Filter the entries that follow, copying every line in which the word "linecap" appears.

---------- RECORDS

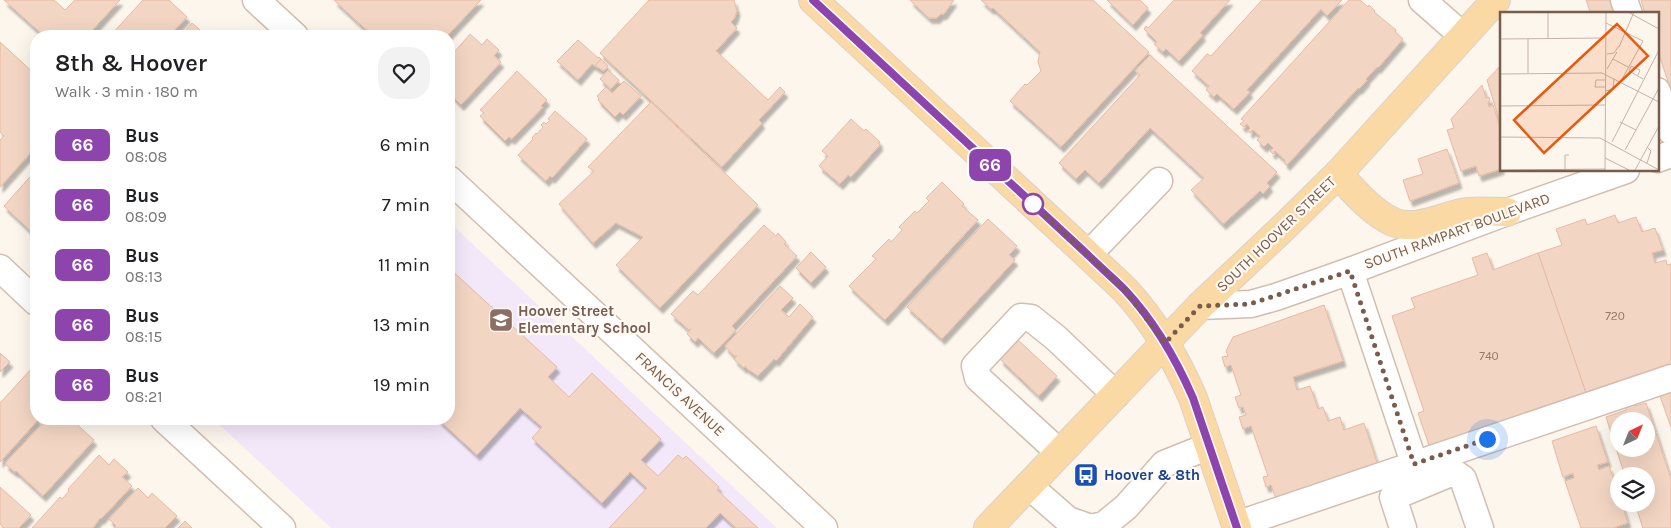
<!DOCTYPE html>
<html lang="en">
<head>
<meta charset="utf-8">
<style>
	body { margin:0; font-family:Karla,sans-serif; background:#f2f2f2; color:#202124; height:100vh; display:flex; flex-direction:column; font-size:19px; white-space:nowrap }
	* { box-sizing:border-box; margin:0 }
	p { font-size:16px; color:#757577 }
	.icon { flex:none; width:28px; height:28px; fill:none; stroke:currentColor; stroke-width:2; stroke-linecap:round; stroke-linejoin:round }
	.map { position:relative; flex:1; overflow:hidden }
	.details { position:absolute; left:30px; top:30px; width:425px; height:395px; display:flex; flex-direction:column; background:#fff; border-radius:20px; box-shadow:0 5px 20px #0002 }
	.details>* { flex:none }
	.badge { padding:0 10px; border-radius:8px; font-size:18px; line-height:32px }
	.needle { width:32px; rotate:43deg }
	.buttons { position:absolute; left:1610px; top:412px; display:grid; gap:10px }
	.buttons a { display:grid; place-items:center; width:45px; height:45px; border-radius:50%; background:#fff; box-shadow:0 5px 20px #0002; font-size:25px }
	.you { position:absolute; width:25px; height:25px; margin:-12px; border:4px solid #fff; border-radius:50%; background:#1a73e8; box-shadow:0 0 0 8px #1a73e833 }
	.map>.badge { position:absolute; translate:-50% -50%; box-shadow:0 0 0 2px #fff }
	.round { display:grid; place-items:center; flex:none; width:52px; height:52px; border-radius:20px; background:#f2f2f2 }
	.overview { display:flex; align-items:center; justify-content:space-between; height:85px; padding:0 25px }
	h1 { font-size:24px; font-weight:600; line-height:38px }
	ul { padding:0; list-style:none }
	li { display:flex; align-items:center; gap:15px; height:60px; padding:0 25px }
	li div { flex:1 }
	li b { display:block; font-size:19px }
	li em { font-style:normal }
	li .badge { min-width:55px; font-weight:700; text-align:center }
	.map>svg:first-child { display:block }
	.education { fill:#f3e8fa }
	.building { fill:#f3d5c3; stroke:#e6bba3; fill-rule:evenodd; filter:url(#shadow) }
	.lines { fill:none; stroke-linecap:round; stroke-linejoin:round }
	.minor-casing { stroke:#d1beb0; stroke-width:29 }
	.major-casing { stroke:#dad1cd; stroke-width:30 }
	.minor { stroke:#fff; stroke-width:26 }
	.major { stroke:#fbd9a5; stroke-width:28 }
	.line-casing { stroke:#fff; stroke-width:11 }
	.line { stroke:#8e44ad; stroke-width:8 }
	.walk { stroke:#7a5c4d; stroke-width:5; stroke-dasharray:0 9 }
	.stop-dot { fill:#fff; stroke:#8e44ad; stroke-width:2.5 }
	.labels { text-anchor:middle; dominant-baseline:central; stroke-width:4.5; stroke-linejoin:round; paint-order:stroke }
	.number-label { font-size:12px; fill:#987a6a }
	.street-label { font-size:15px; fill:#7a5c4d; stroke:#fffaf3 }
	.education-label { font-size:15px; font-weight:bold; fill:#785e54; stroke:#fffaf3; text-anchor:start }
	.transit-label { font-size:15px; font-weight:bold; fill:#164399; stroke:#fffaf3; text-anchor:start }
	.inset-road { fill:none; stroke:#c5b3a7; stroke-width:1 }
	.view { fill:#e8590c; fill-opacity:0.15; stroke:#e8590c; stroke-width:2.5 }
	.inset-edge { fill:none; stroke:#7a5c4d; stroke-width:2.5 }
</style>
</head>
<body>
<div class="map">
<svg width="1671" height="528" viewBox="0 0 1671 528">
	<defs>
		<filter id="shadow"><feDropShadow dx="3" dy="5.5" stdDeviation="1" flood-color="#0004"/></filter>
	</defs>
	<rect width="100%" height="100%" fill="#fdf6ec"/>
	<polygon class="education" points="449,222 777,528 331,528 213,419 449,419"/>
	<g class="building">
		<polygon points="4,0 54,0 65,10 75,0 120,0 87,36 44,36"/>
		<polygon points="143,0 169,0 187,17 169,36 110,36"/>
		<polygon points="334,0 481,0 447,36 373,36"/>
		<polygon points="649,0 734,0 737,11 734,19 731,22 737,28 716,51 768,100 780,87 785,92 759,120 762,123 722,167 600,53"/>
		<polygon points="910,0 954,0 944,14 941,14 937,18 929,18"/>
		<polygon points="981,0 1093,0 1149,52 1061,147 1010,101 1025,84 1027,85 1041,71 1038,62 1040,52 993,8 991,9"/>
		<polygon points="1107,0 1140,0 1148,8 1133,25"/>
		<polygon points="1174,0 1230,0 1200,33 1203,35 1179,61 1166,49 1163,52 1154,44 1157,42 1144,29 1146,26 1148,28"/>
		<polygon points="1262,0 1342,0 1327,16 1321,9 1247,90 1250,92 1234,109 1217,94 1214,97 1206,90 1209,86 1192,71 1207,54 1211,56"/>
		<polygon points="1349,0 1360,0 1368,7 1369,5 1375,11 1374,12 1396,30 1395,32 1403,39 1378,68 1377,67 1366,79 1367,80 1359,89 1358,88 1287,165 1284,162 1285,160 1275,151 1273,154 1270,151 1273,148 1268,143 1264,147 1257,140 1260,136 1253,130 1250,133 1248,130 1250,128 1247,124 1244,127 1240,124 1244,121 1241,119"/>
		<polygon points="1586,0 1620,0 1624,14 1591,14"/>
		<polygon points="1641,0 1671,0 1671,90 1657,49 1657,14 1645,14"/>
		<polygon points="192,23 207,36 181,36"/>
		<polygon points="470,34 482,45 487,39 499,50 494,56 501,62 461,105 449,93 449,58"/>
		<polygon points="578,40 598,58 599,57 601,59 595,66 592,64 578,80 557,61"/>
		<polygon points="0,42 36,75 36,147 0,187 0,140 4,136 0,132"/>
		<polygon points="1150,55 1277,172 1267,183 1270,186 1263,194 1260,191 1223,224 1191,190 1204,178 1150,128 1099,183 1085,170 1076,179 1059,163 1140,75 1135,71"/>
		<polygon points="601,59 608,66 604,71 595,66"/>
		<polygon points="1501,65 1501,115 1498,116 1487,80"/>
		<polygon points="608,70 619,80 611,89 600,79"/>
		<polygon points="517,71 547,100 541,106 543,107 512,139 509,137 505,141 480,116 484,113 480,110"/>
		<polygon points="624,81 641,96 623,115 620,112 615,117 598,100 599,98 597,96 606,87 612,93"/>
		<polygon points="1482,85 1486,98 1489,97 1490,101 1488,102 1489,107 1493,105 1501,130 1501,169 1479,176 1476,166 1461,171 1447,130 1454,128 1451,119"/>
		<polygon points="651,102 758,205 660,308 616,265 643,237 616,223 593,243 559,204 594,171 588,167"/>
		<polygon points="555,111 587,139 552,178 550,176 546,181 518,155 533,139 532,138 536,133 537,134 543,127 541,125 544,122 546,124 550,120 548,119"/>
		<polygon points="851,119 864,131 866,129 880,142 878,143 880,145 851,177 848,175 840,184 819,166 828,156 822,151"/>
		<polygon points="1447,149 1459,183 1410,201 1403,180 1423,174 1418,159"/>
		<polygon points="36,170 36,236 4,206"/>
		<polygon points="942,182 964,204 962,206 978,220 885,320 849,286 876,259 872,256 889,239 891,242 902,230 899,227 915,211 917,213 929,201 926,198"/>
		<polygon points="1615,215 1618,223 1636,217 1642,232 1655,228 1663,250 1652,253 1655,263 1666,260 1667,265 1671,264 1671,367 1587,396 1538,253 1562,245 1556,229 1585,219 1587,225"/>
		<polygon points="988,219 1017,246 1009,255 1015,260 942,339 907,307"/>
		<polygon points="764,225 776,236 778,233 786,242 784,244 797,256 732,326 736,330 714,353 698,338 695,342 687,334 691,329 689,330 671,314 693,291 698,295"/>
		<polygon points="811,252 826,267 811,283 796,268"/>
		<polygon points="1487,253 1493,270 1538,253 1587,396 1430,448 1418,413 1424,411 1392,316 1415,308 1411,298 1478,275 1472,258"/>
		<polygon points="449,268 557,367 548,377 569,397 592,373 661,439 641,460 658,476 678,455 683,459 686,456 719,487 717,490 758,528 736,528 720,513 706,528 609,528 647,488 630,472 602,503 532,438 542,427 520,408 477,455 438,419 449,419"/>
		<polygon points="780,286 793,298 781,310 789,317 800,304 813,317 776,361 774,359 758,376 746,368 746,366 744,368 734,359 737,356 734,356 725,346"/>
		<polygon points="1324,305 1343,361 1293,377 1297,390 1310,386 1318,409 1323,407 1328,421 1340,417 1344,430 1364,423 1378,466 1277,501 1271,485 1266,487 1263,477 1268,476 1251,426 1243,429 1239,417 1246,415 1243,407 1239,408 1235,397 1241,395 1231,365 1225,367 1222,357 1228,356 1226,351 1233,337"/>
		<polygon points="1018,340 1057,376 1039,396 1000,359"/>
		<polygon points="0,353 10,362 0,372"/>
		<polygon points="32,368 35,370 33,373 36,376 36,419 39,419 0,462 0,403"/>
		<polygon points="1669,390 1671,395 1671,427 1659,393"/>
		<path d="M1634,402L1635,406L1646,403L1671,479V528H1643L1635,504H1646V476H1625L1606,417L1626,410L1624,406ZM1619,421H1646V449H1619Z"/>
		<polygon points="47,419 71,419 94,440 43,496 16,471 15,472 6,465 6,462"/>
		<polygon points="1596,426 1608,462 1597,465 1599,470 1609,466 1619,495 1619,504 1622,504 1628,523 1613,528 1581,528 1565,481 1574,478 1573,473 1563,477 1552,441"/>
		<polygon points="99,455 109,465 114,459 128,472 122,477 132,486 101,519 100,518 93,528 32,528 60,497 62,499 69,491 68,489"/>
		<polygon points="0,487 31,515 19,528 4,528 0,524"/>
		<polygon points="138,488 148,498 152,493 177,516 165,528 114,528 116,526 109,519"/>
		<polygon points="185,521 192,528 178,528"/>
	</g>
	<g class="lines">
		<defs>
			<g id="minor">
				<polyline points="256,0 295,36"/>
				<polyline points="1422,0 1463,36"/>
				<polyline points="1624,0 1629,14"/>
				<polyline points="1657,91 1671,131"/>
				<polyline points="1657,159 1671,154"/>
				<polyline points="449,179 824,528"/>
				<polyline points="1088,255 1159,181"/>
				<polyline points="0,268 36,302"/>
				<polyline points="1350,271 1414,463"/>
				<polyline points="1200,306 1251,304 1276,297 1350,271 1507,212 1626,170"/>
				<polyline points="164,419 282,528"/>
				<polyline points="1060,453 978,378 975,366 1021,317 1031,318 1056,338 1116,395"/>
				<polyline points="1029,486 1068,520 1091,528 1104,525 1126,507 1164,464 1209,446"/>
				<polyline points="1236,525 1671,378"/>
				<polyline points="1403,528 1393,497 1453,472 1463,479 1480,528"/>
			</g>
			<g id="major">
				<path d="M813,0L1088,255C1100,267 1113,278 1125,290C1154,321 1176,359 1193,398L1237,528"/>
				<path d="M1338,174C1354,191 1371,212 1393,222C1417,232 1444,215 1468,212C1481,211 1494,212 1507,212"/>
				<polyline points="988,528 1200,306 1282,229 1338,174 1496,0"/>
			</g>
		</defs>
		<use href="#minor" class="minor-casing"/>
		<use href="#major" class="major-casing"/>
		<use href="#minor" class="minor"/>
		<use href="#major" class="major"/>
	</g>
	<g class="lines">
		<defs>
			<path id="line" d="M813,0L1088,255C1100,267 1113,278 1125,290C1154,321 1176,359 1193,398L1237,528"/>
		</defs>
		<use href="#line" class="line-casing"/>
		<use href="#line" class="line"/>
		<polyline class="walk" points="1033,204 1125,290 1165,343 1200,306 1250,304 1350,271 1414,464 1487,439"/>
	</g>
	<defs>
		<symbol id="school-square" viewBox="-11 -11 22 22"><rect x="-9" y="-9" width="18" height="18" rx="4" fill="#8d6e63" stroke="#fffaf3"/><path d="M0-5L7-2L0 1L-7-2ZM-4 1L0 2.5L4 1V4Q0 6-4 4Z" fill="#fff"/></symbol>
		<symbol id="bus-square" viewBox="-11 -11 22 22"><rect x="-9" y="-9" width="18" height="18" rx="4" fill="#1a4fb4" stroke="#fffaf3"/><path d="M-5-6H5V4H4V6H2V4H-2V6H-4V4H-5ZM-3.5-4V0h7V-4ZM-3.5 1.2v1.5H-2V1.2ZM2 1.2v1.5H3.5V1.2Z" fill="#fff"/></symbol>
	</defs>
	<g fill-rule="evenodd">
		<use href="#school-square" x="487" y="306" width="28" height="28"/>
		<use href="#bus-square" x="1072" y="461" width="28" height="28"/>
	</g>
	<circle class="stop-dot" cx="1033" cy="204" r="10"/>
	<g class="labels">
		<g class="number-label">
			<text x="1615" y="316">720</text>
			<text x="1489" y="356">740</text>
		</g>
		<g class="street-label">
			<text transform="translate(1457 231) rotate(-20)">SOUTH RAMPART BOULEVARD</text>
			<text transform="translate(1276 234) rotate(-44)">SOUTH HOOVER STREET</text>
			<text transform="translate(680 394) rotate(43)">FRANCIS AVENUE</text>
		</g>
		<g class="education-label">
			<text x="518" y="311">Hoover Street<tspan x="518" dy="17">Elementary School</tspan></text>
		</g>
		<g class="transit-label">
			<text x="1104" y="475">Hoover &amp; 8th</text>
		</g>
	</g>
	<g transform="translate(1500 12)">
		<rect width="159" height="159" fill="#fdf6ec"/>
		<path class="inset-road" d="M128,0L159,17M106,11L143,29L121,69M48,26V0M0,27L105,26M28,27V61M119,35L134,0M107,42L114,41L119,34M113,47L128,55M107,57L117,40M0,62L102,61L159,90M138,63L140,58L131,54L129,59L143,67M105,68H96L95,75H106M106,79L113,77L114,67M0,94L105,93M120,110L136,118M0,125L100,126L159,158M112,130L159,38M125,138L159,76M105,146L129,158M147,151L151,139L147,135M0,158L105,157M65,158V143H69M105,158L106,0M135,158L159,114"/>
		<path class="view" d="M117,12L148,44L44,141L14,108Z"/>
		<rect width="159" height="159" class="inset-edge"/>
	</g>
</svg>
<div class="buttons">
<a><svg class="needle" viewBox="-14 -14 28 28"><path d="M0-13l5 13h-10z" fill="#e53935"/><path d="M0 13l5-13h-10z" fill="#757577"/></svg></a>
<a><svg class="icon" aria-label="layers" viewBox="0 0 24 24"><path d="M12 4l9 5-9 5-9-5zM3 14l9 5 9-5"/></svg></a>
</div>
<div class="you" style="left:1487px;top:439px"></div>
<b class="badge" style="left:990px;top:165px;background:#8e44ad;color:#fff">66</b>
<section class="details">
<div class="overview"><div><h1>8th &amp; Hoover</h1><p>Walk · 3 min · 180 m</p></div><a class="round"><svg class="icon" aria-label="heart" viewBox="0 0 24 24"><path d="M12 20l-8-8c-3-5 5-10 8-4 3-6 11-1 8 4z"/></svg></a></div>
<ul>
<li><span class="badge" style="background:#8e44ad;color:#fff">66</span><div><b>Bus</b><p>08:08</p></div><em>6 min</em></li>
<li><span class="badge" style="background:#8e44ad;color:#fff">66</span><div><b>Bus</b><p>08:09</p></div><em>7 min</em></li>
<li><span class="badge" style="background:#8e44ad;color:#fff">66</span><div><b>Bus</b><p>08:13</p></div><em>11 min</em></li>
<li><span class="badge" style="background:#8e44ad;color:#fff">66</span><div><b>Bus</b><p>08:15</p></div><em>13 min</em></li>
<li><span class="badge" style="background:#8e44ad;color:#fff">66</span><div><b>Bus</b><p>08:21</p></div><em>19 min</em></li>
</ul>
</section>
</div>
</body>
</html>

--------------------

### ANSWER BELOW
	.icon { flex:none; width:28px; height:28px; fill:none; stroke:currentColor; stroke-width:2; stroke-linecap:round; stroke-linejoin:round }
	.lines { fill:none; stroke-linecap:round; stroke-linejoin:round }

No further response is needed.